Une cinquantaine d'hommes vêtus de sombre, un oeillet rouge à la boutonnière, traversaient les voies au pas de course. A leur tête, un grand diable barbichu agitait ses bras interminables.

- Vise un peu, c'est Déroulède! s'exclama une voix derrière Louise, le grand Déroulède, avec sa Ligue des patriotes. Ah, ceux-là, on peut dire qu'ils n'ont pas froid aux yeux, de vrais soldats!

Parvenus sur l'autre quai, les ligueurs se disposèrent en rang comme des militaires puis se mirent en marche au pas cadencé, frappant le sol de leur canne pour accompagner un chant que la foule reprit rapidement à l'unisson

Peuple français, renais à l'espérance
Lève le front, ne crois plus au danger
Un général a relevé la France
Ce général, c'est Boulanger!
Ce général, c'est Boulanger!

De nouveau, Louise tenta de reprendre sa progression. Elle avait réussi à faire quelques mètres en jouant des coudes quand une immense clameur s'éleva de la foule.

- C'est lui! Le voilà, c'est lui!...

Pour se protéger de la bousculade, la voyageuse parvint à se hisser sur un banc surchargé où une place venait d'être abandonnée. De ce poste d'observation, elle put apercevoir une volée de képis, à l'extrémité de l'un des quais. Des sergents de ville avançaient, pèlerine contre pèlerine, précédant un groupe d'hommes, civils et militaires mêlés.

- Le voilà, c'est le général Revanche! s'exclama d'une voix aiguë, presque hystérique, un adolescent juché à côté de Louise.

- Lequel est-ce? questionna-t-elle.

Il lui jeta un regard stupéfait.

- Comment, vous ne le reconnaissez pas?

- J'arrive de province et...

- C'est le grand, voyons, celui qui marche devant, en civil, avec sa belle barbe blonde! Il est drôlement crâne, non!

Louise observa l'homme que son voisin lui désignait.

Vêtu d'un costume gris, le chef coiffé d'un huit-reflets, Boulanger s'avançait d'un pas alerte en brandissant sa canne pour saluer la foule. Il se dégageait réellement de cette homme une impression de puissance, d'autorité.

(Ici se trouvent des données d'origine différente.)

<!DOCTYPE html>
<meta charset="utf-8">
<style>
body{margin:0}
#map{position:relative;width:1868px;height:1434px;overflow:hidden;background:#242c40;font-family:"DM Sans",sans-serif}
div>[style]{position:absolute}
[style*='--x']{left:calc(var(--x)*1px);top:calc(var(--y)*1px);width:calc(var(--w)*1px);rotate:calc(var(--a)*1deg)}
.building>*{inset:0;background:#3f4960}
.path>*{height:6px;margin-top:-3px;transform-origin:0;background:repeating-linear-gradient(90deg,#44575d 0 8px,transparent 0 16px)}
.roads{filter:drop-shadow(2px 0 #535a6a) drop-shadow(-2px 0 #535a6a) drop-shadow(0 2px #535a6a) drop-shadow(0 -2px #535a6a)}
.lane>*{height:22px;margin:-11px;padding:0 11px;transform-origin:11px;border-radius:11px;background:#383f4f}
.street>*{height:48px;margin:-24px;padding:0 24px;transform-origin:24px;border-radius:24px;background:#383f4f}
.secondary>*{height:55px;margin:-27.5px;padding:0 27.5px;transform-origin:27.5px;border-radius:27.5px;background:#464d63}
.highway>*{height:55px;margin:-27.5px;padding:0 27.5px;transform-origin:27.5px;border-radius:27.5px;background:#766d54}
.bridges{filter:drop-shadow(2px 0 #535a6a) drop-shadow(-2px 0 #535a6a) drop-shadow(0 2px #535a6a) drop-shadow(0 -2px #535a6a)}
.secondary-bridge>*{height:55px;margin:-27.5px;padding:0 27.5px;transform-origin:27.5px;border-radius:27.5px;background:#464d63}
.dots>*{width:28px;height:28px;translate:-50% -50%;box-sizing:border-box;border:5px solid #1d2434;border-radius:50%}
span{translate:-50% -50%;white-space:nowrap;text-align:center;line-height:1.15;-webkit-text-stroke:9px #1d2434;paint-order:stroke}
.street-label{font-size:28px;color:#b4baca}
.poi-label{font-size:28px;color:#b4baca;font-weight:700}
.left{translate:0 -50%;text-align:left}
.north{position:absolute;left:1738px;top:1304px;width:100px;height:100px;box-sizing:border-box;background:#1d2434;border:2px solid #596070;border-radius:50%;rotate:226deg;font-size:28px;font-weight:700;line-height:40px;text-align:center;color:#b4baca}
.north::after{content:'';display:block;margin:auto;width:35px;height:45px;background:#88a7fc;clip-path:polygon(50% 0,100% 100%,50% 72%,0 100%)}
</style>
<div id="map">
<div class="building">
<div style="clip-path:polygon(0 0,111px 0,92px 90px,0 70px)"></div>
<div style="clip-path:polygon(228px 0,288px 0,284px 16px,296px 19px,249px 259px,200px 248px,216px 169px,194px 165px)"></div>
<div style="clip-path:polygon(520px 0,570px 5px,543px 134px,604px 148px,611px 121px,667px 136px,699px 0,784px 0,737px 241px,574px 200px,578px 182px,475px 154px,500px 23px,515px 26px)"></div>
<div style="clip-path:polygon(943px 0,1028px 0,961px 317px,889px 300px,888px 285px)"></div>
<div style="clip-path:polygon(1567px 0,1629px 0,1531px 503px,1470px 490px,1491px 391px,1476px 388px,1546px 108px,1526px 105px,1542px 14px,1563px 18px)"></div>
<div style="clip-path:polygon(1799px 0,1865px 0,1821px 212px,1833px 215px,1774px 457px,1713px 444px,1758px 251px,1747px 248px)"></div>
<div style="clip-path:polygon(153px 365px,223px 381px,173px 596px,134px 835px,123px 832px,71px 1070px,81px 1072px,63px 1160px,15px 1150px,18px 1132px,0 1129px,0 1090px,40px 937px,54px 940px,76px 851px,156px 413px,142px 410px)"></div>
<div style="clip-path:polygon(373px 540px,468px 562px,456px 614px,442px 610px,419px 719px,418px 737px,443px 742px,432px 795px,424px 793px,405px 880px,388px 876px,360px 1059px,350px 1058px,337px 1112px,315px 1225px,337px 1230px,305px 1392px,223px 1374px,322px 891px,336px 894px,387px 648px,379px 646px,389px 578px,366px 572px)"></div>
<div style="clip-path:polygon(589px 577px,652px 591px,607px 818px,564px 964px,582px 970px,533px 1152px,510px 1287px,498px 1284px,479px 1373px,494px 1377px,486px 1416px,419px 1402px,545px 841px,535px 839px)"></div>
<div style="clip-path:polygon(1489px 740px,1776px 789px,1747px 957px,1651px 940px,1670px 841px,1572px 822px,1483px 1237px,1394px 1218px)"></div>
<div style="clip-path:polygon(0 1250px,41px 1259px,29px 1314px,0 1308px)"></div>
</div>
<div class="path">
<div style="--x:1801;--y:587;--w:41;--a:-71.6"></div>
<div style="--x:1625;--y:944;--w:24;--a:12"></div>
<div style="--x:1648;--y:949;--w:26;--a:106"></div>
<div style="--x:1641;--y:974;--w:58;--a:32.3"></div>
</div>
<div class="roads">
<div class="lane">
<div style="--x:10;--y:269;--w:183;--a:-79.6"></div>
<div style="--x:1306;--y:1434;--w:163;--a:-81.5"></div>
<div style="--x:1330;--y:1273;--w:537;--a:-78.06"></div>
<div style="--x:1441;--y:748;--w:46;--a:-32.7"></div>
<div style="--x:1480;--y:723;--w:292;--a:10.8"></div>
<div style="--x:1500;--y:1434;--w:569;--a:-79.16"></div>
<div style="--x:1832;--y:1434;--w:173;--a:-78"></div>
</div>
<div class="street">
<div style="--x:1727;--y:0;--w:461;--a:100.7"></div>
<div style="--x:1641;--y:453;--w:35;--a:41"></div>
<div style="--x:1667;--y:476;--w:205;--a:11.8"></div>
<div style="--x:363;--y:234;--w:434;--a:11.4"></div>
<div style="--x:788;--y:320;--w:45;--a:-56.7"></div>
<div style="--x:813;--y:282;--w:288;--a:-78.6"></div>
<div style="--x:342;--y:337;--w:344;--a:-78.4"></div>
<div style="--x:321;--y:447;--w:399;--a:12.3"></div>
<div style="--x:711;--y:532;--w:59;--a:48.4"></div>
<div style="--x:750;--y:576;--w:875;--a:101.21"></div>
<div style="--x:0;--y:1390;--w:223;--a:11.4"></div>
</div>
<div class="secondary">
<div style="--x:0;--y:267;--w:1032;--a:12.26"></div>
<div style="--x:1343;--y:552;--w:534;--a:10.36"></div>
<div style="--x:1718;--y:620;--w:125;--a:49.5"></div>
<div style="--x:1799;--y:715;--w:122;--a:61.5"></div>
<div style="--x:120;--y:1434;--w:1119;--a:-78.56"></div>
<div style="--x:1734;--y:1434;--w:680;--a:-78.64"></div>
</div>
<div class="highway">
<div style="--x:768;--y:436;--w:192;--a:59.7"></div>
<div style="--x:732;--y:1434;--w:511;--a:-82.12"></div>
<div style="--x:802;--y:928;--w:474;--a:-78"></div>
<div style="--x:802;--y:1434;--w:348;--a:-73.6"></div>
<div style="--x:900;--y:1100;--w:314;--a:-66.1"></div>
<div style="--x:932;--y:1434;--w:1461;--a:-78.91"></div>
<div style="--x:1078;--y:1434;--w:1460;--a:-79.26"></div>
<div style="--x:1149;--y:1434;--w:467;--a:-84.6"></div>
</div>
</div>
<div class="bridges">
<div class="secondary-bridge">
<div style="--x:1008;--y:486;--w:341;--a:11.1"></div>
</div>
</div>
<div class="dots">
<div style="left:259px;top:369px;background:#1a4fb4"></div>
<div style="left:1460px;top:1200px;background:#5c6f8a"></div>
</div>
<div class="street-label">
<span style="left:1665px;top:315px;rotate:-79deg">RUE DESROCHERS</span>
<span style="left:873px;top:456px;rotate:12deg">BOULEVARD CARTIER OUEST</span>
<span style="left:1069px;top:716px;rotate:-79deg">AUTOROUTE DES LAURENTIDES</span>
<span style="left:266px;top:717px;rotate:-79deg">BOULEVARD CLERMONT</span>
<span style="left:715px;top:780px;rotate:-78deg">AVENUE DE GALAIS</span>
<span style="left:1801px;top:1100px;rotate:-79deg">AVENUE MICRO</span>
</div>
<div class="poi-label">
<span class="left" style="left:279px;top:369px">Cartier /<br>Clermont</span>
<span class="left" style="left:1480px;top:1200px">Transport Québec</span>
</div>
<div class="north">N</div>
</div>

- Tous ces salauds de politicards veulent s'en débarrasser en l'envoyant à Clermont-Ferrand, commenta son voisin, mais il ne partira pas!

Il plaça ses mains en porte-voix et hurla:

- A bas Grévy! Boulanger à l'Élysée! A l'Élysée!...

Un nouveau courant agita la foule. Les agents qui entouraient le général et ses amis changèrent soudain de direction et leur firent rebrousser chemin.

- Les parlementaires à la Seine! s'égosilla l'adolescent, de plus en plus excité. Les soldats marchent avec nous, on va la crever une bonne fois, la gueuse!